Update @ 8 pm: Following Mayor McGinn’s emergency order, officers seized about 70 items which could be used as weapons during today’s demonstrations, including sharpened tape-wrapped wooden stakes; metal poles; screw-topped wooden staffs; a shield made from a plastic traffic barrier; and a corrugated metal portable barrier with sharp, jagged edges. You can view a gallery of some of the items here:
6:30 pm: Officers have made two more arrests–a 30-year-old man for pedestrian interference, and a 20-year-old man for vandalism–bringing the total to eight.
5:30 pm: So far, officers have made six arrests at demonstrations this evening.
The most recent arrests came just after 5pm, when officers took a 24-year-old man, a 30-year-old woman, and 28-year-old man into custody for felony assault at 1st Avenue and Pike Street just after 5 pm. Preliminary information indicates the 30-year-old punched an officer, the 28-year-old grabbed an officer, and the 24-year-old spit on an officer.
4:45 pm: One additonal arrest near 1st Avenue and Pike Street. More details to come.
3:30 pm: Officers have seized homemade incendiary devices and bags of feces in downtown Seattle and made several arrests, after a group of men and women dressed all in black–known as a “Black Bloc”–used sticks, smoke bombs and improvised incendiary devices, rocks, paint, hammers, and tire irons to damage vehicles and businesses Tuesday afternoon.

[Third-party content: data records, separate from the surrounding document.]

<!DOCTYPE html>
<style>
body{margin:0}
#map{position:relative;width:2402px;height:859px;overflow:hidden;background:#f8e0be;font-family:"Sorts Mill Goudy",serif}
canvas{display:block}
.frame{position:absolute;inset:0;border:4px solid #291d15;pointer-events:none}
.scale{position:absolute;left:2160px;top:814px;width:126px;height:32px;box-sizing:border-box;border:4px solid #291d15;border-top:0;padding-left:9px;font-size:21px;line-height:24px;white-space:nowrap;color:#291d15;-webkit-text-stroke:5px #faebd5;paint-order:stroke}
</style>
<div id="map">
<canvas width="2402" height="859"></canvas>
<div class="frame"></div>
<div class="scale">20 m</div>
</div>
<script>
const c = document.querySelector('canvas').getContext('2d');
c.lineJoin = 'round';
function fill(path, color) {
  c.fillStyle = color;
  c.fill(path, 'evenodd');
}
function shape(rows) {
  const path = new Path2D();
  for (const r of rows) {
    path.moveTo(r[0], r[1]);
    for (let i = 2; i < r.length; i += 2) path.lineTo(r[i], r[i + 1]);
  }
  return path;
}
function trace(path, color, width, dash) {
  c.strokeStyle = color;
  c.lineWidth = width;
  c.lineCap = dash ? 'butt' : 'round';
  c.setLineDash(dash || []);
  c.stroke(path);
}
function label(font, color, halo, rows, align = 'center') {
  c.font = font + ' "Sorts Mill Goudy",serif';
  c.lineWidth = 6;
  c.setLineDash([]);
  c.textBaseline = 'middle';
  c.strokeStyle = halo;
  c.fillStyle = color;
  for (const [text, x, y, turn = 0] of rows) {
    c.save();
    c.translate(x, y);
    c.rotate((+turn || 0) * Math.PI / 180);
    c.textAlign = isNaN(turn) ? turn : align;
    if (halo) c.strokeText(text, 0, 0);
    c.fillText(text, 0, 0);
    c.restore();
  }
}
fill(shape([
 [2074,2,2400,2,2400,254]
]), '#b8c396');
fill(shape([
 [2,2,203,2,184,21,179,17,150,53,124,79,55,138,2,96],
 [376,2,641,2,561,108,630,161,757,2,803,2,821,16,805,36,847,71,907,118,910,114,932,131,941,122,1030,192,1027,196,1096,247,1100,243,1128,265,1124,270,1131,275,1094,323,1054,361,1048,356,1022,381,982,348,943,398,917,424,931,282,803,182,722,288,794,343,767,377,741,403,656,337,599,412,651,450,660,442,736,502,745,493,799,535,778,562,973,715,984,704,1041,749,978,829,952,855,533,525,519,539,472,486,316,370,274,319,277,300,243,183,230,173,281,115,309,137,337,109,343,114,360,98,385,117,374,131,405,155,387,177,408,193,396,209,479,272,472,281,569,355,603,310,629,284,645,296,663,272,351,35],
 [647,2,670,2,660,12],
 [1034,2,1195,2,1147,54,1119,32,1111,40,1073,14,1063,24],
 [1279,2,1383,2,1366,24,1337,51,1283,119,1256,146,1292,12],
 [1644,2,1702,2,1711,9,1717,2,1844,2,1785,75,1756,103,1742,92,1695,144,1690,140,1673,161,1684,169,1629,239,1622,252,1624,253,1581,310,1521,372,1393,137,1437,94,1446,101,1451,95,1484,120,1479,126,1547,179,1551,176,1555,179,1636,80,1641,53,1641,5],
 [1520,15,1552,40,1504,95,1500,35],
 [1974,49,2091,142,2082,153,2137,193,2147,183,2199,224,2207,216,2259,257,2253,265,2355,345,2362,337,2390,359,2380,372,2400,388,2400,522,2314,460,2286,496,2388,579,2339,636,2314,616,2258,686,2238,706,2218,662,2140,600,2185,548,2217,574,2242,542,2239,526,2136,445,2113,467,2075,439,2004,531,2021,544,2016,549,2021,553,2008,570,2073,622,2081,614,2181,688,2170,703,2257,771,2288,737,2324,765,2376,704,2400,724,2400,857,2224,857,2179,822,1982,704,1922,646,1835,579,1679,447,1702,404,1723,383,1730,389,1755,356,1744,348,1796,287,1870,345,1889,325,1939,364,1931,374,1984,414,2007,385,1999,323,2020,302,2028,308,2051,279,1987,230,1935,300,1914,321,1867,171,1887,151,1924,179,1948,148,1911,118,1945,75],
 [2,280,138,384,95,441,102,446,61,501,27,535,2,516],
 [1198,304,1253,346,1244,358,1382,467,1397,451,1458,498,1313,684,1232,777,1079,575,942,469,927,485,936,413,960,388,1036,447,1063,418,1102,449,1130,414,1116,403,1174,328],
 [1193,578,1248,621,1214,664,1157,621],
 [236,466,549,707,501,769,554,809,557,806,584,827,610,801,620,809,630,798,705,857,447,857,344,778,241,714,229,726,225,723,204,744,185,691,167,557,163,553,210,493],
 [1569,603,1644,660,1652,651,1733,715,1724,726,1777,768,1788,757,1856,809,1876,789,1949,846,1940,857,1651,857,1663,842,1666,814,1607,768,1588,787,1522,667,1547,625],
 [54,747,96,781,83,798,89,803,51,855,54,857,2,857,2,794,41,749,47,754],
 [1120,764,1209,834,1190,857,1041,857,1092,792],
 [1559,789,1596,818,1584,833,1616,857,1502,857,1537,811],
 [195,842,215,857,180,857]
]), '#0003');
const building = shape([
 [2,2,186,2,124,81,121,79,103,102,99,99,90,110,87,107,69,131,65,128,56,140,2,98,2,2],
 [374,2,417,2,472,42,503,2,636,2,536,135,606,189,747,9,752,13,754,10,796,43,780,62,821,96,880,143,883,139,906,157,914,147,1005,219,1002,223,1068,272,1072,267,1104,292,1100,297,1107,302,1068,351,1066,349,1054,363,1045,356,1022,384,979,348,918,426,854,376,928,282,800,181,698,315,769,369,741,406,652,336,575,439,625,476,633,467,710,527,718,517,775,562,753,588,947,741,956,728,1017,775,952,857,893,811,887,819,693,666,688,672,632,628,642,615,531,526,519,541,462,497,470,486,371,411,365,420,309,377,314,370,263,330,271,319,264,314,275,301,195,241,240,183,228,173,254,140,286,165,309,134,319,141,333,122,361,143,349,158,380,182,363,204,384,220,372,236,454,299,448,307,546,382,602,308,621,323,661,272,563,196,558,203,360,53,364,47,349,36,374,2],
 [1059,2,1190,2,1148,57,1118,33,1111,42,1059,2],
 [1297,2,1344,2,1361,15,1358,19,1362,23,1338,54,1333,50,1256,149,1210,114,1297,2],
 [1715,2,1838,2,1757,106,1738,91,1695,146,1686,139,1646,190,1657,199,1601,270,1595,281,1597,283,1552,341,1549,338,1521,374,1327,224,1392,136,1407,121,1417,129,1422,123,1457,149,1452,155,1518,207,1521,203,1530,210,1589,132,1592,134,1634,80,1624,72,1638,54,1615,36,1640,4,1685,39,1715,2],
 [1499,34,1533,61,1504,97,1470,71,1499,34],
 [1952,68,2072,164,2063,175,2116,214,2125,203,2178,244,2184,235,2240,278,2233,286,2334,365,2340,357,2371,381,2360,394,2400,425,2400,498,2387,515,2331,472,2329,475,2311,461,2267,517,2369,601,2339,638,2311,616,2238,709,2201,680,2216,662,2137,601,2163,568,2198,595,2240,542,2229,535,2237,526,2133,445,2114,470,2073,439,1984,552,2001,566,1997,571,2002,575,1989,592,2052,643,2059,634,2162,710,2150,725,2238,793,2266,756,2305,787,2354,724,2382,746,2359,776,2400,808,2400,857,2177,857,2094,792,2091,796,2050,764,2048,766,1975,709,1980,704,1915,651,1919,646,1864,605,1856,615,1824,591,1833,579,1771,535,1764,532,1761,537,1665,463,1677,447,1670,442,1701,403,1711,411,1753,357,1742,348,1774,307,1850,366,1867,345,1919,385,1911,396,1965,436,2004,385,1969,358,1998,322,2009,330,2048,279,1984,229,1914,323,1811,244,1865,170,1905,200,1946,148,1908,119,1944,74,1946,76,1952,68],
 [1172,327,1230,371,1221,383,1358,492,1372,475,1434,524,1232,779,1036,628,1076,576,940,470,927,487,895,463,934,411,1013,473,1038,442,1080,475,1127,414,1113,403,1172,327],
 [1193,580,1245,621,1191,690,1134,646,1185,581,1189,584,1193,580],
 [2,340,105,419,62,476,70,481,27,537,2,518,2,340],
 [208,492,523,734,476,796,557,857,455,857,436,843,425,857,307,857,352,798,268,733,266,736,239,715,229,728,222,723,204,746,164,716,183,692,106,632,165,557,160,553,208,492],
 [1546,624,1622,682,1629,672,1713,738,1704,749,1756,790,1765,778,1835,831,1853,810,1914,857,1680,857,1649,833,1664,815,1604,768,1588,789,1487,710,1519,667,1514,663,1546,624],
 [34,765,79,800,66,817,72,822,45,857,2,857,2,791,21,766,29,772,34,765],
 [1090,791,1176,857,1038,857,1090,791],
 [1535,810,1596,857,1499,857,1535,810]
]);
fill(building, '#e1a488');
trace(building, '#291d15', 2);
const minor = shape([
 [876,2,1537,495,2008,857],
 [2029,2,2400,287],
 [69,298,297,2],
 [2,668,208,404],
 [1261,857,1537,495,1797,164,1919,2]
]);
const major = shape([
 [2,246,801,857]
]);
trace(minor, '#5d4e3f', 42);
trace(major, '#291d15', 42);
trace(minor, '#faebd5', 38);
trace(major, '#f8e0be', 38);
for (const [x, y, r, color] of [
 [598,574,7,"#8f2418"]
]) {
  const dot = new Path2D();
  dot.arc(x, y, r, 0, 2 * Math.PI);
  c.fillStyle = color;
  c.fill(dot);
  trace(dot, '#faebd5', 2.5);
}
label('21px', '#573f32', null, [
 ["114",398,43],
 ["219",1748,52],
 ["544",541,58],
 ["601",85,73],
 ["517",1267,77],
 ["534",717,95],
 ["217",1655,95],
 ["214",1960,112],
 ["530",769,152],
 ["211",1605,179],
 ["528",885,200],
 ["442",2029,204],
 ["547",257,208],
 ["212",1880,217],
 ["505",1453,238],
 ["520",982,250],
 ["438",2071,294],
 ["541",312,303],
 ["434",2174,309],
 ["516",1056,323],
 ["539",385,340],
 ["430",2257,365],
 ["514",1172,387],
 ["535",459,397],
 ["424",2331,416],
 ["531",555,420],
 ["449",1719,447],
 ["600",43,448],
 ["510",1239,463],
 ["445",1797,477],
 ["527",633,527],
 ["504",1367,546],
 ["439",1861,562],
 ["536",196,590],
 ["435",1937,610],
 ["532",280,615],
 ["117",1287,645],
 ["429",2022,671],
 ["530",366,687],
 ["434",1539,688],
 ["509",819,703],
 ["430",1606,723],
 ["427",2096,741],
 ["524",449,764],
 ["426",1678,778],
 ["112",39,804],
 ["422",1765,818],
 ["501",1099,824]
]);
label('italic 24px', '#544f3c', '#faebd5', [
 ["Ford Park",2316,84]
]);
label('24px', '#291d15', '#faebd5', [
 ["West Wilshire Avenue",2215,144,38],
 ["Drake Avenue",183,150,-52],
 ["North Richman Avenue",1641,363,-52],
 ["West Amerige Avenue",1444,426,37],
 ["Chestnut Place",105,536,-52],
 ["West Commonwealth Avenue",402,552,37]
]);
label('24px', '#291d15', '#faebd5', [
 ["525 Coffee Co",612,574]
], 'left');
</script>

Members of the “Black Bloc” broke windows at the Federal courthouse at 3rd Avenue and Marion, Bank of America at 5th Avenue and Olve Way, Wells Fargo Bank at 4th Avenue and Seneca, and Homestreet Bank at 6th and University. Niketown, American Apparel and multiple cars at 6th and Pike Street and 5th Avenue and Seneca.
As of 3 pm, officers had arrested a 23-year-old man at 6th and Union for vamdalism, and a 19-year-old man at 4th Avenue and Pike Street for carrying a fixed-blade knife.
In light of today’s events, Mayor Mike McGinn has also issued an emergency order giving officers the authority to seize anything that could be used as a weapon during today’s demonstrations.